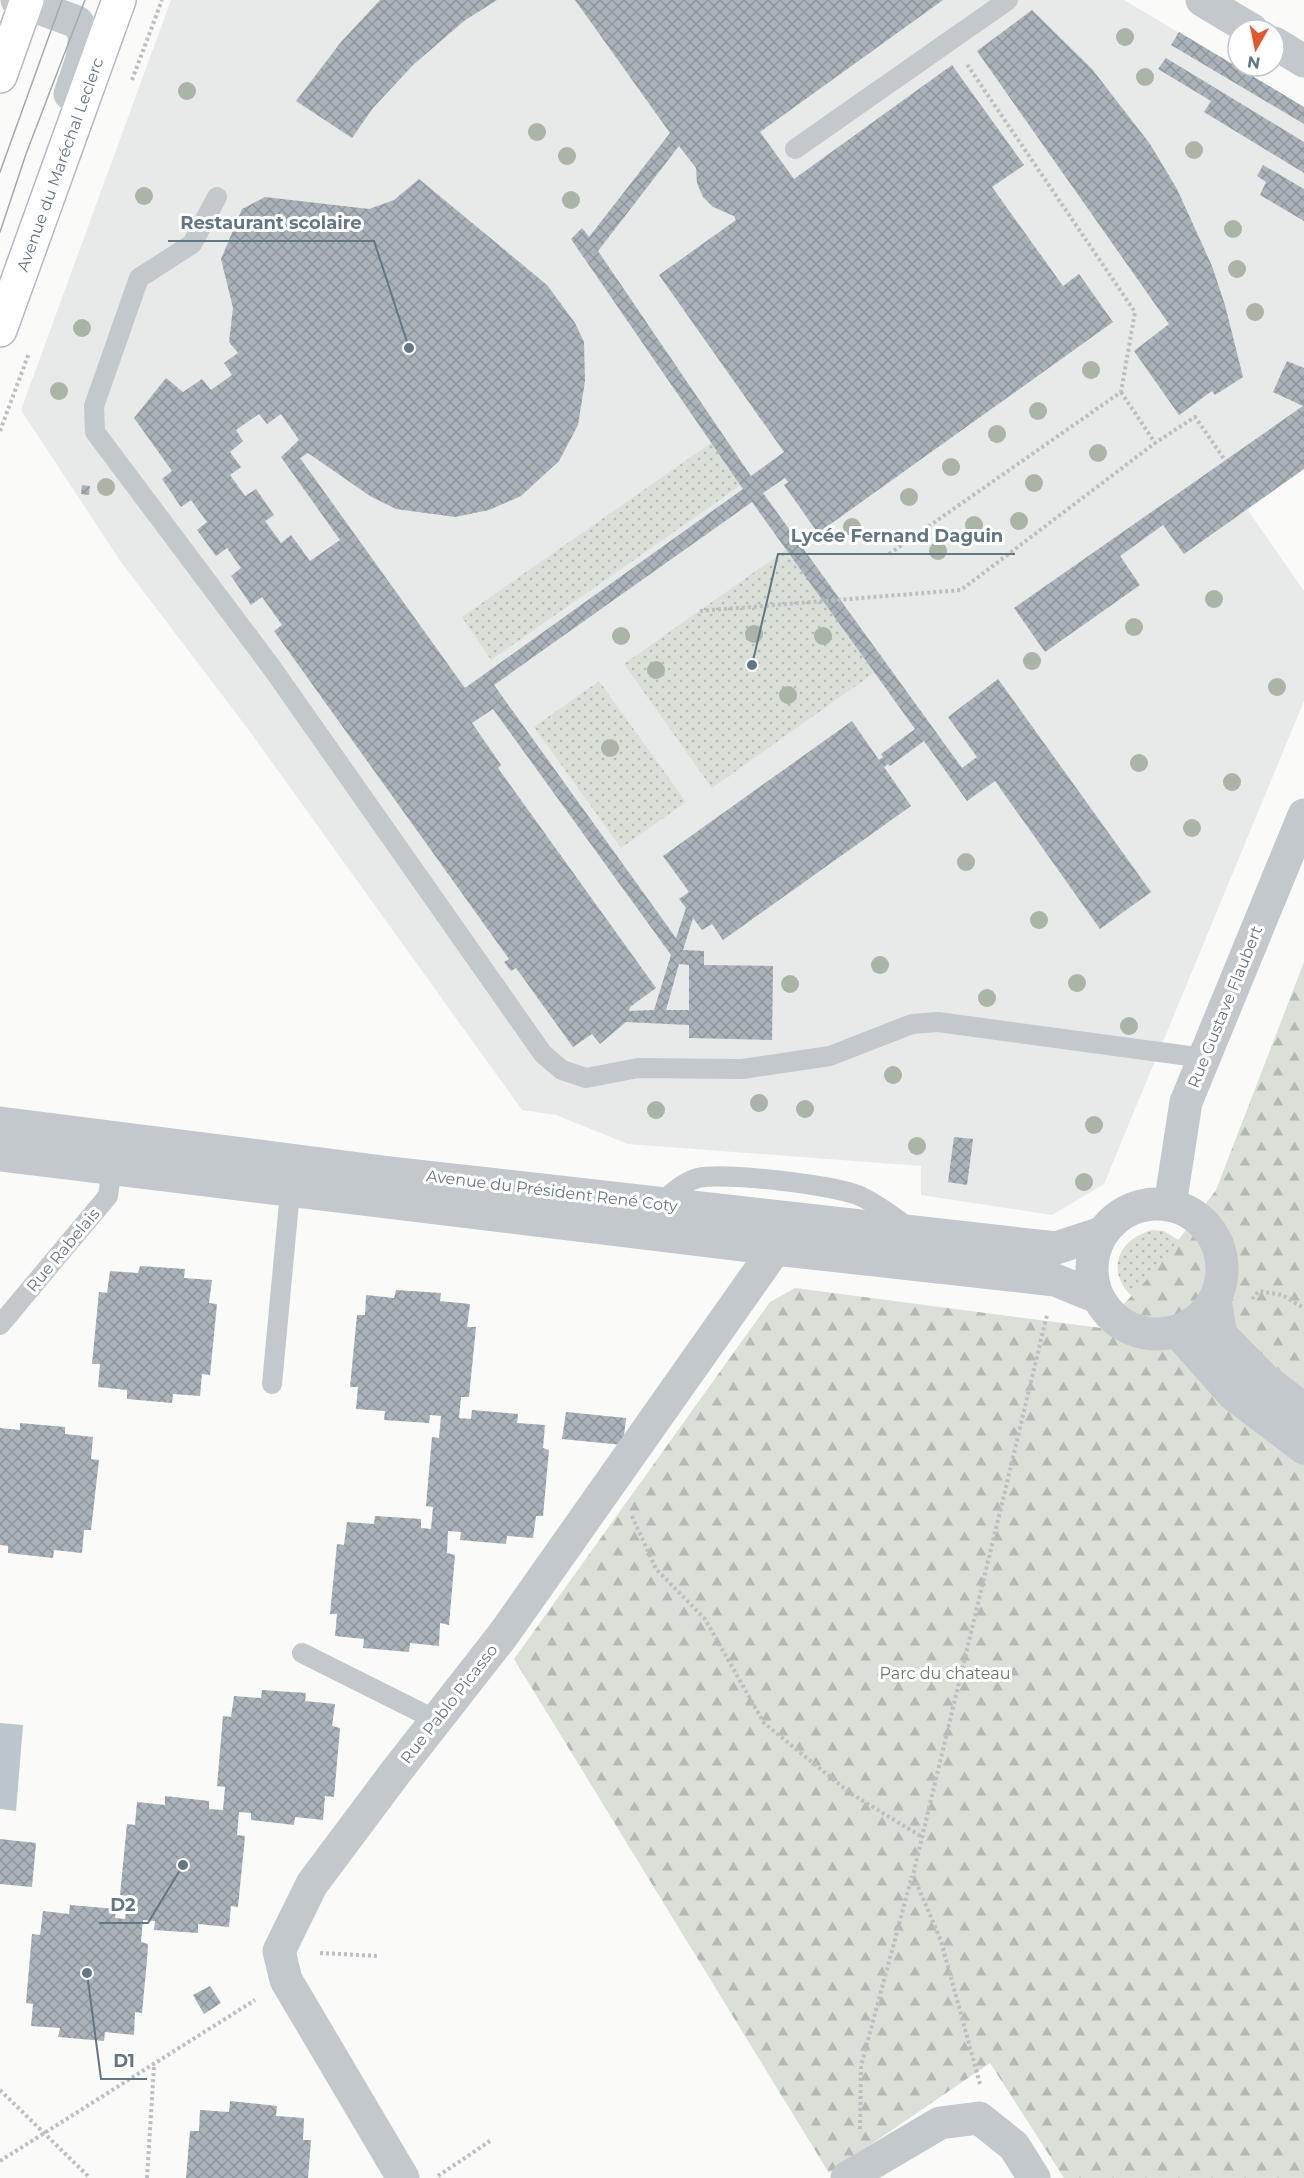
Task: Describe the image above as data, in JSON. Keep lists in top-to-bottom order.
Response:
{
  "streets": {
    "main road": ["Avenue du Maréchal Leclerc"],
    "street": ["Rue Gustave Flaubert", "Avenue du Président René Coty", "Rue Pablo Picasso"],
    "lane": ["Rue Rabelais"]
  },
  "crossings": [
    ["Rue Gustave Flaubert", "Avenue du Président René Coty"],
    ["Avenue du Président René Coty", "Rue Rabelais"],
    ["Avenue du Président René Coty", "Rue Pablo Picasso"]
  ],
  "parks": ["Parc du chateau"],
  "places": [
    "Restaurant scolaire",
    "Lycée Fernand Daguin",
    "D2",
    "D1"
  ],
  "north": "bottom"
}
________
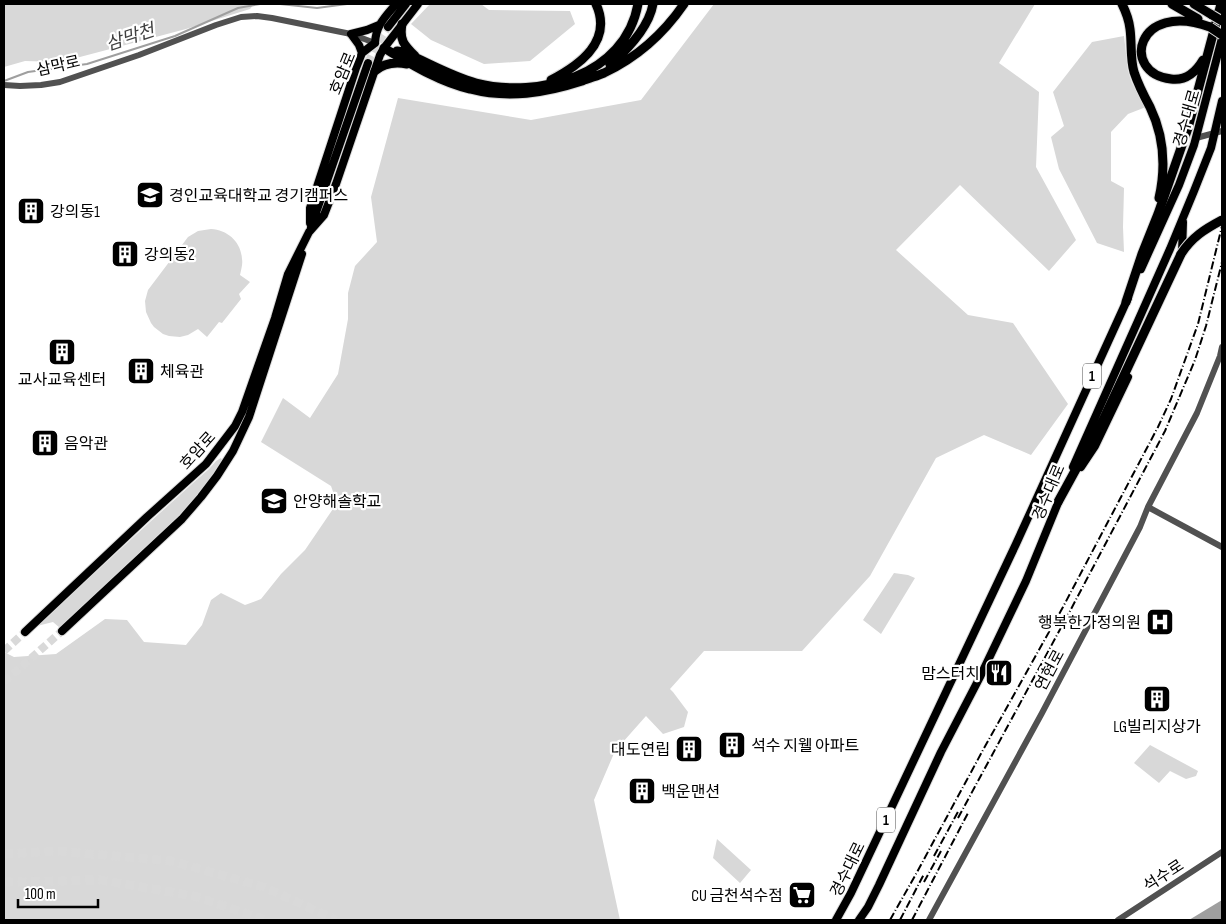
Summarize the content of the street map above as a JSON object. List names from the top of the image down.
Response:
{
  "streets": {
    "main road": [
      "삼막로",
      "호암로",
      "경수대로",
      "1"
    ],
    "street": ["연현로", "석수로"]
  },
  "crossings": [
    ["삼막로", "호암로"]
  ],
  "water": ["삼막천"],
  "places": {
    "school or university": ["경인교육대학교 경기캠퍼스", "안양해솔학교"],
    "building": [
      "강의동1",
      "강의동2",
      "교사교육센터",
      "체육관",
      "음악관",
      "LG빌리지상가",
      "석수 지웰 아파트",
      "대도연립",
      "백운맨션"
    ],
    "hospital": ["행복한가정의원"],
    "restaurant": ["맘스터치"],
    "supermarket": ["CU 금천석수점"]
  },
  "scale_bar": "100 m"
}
________
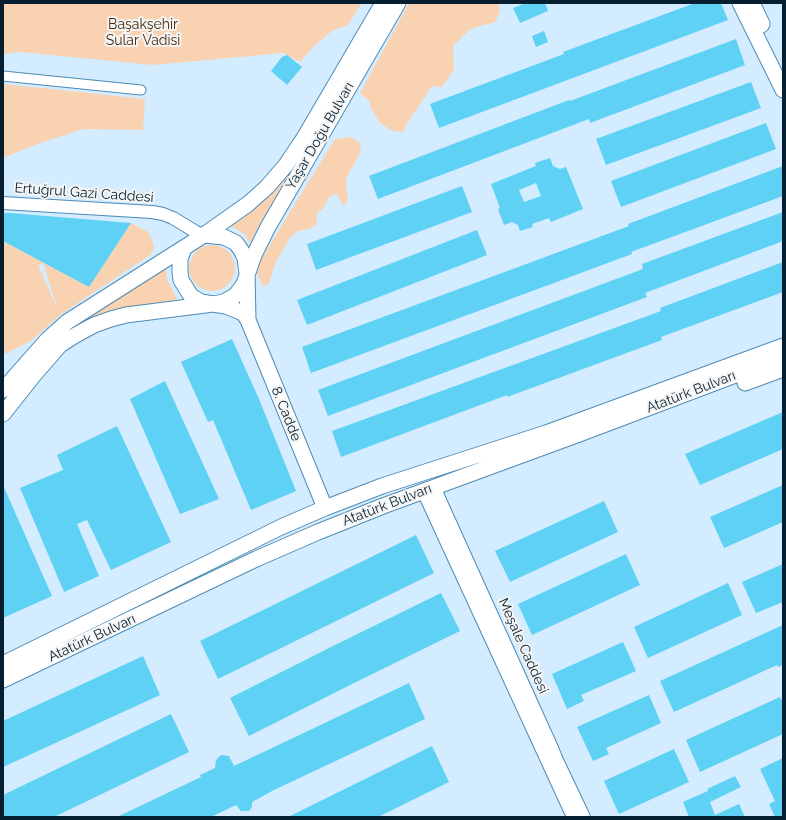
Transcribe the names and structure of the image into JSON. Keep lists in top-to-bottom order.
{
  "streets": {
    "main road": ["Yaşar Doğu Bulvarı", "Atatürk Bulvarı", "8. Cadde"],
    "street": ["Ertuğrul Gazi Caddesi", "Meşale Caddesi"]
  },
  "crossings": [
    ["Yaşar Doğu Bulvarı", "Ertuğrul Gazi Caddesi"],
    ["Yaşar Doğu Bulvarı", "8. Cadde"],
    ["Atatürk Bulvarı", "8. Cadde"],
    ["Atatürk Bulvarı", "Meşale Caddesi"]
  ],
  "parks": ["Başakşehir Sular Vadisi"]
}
________
Task details:
The lines holding the word "above" are the answer. Find them in the entries and copy them.

Result below:
Task: Describe the image above as data, in JSON. Keep lists in top-to-bottom order.
Summarize the content of the street map above as a JSON object. List names from the top of the image down.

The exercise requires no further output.